Oil refinery in Washington state, US

The Puget Sound Refinery is an oil refinery on March Point near Anacortes, Washington, United States. It is operated by HF Sinclair and is one of the largest employers in Skagit County. The refinery has a capacity of 145,000 barrels a day, making it the 52nd largest in the United States, in 2015, with facilities that include a delayed coker, fluid catalytic cracker, polymerization unit and alkylation units. HF Sinclair’s refinery produces three grades of gasoline, fuel oil, diesel fuel, propane and butane. This plant is currently the only refinery in Washington state unable to accommodate tight oil via rail. The permitting process is currently underway for the proposed 60,000 b/d unloading capacity of the East Gate Rail Project.

==History==

The refinery was built by Texaco in 1957. Its initial capacity of 45,000 barrels a day (bbl./d.) came online in 1958.

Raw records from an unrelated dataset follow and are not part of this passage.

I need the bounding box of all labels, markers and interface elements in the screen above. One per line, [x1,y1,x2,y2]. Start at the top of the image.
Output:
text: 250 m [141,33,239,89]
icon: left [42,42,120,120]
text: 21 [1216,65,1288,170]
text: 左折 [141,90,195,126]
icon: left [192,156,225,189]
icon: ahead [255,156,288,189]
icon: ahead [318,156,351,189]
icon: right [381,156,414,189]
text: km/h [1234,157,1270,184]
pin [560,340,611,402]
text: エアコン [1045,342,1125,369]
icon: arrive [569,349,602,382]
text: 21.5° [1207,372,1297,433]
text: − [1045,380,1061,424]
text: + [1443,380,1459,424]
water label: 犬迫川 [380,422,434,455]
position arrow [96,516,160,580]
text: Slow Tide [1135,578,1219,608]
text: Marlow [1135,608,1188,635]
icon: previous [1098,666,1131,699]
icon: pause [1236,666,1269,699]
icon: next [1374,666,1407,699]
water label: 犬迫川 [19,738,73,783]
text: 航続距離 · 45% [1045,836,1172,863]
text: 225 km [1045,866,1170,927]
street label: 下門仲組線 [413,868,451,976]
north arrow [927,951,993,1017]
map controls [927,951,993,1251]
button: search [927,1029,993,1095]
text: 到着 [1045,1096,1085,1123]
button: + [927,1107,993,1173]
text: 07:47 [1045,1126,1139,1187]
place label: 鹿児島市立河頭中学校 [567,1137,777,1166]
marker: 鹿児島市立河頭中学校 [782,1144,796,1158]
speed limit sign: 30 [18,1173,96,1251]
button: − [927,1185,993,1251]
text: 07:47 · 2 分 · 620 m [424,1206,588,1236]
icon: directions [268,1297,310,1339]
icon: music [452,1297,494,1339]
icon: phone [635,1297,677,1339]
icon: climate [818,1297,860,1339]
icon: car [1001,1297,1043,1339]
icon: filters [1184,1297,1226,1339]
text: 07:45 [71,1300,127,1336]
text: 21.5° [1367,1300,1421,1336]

Before 1998 Shell Oil operated the neighboring Shell Anacortes Refinery (discussed below). Shell and Texaco combined their refining and marketing operations, assets valued at $17 billion, in 1997. The joint business was known as Equilon. Antitrust litigation accepted the deal under the condition that Shell sell its current refinery, located directly north of (adjacent to) the newly-acquired Equilon refinery. The jointly owned former Texaco refinery was renamed the Puget Sound Refinery. At the neighbor refinery, meanwhile, Tesoro, an independent Texas-based midstream and downstream company, won bidding for the old Shell Anacortes Refinery at $237 million, with an additional payment of $60 million for net working capital. Tesoro became Andeavor in 2017, and with Marathon Petroleum's purchase of Andeavor in 2018, the one-time Shell Anacortes Refinery became the Marathon Anacortes Refinery.

When Texaco merged with Chevron in 2001, Shell bought out Texaco's share of Equilon, making Shell the sole owner of both Equilon and the Puget Sound Refinery.

Shell sold the Puget Sound Refinery to the HollyFrontier in 2021 for $350 million. As of 2026 it has a maximum capacity of 160,000 barrels a day and serves customers in the Pacific Northwest, including British Columbia, as well as the major international air and sea ports in the region.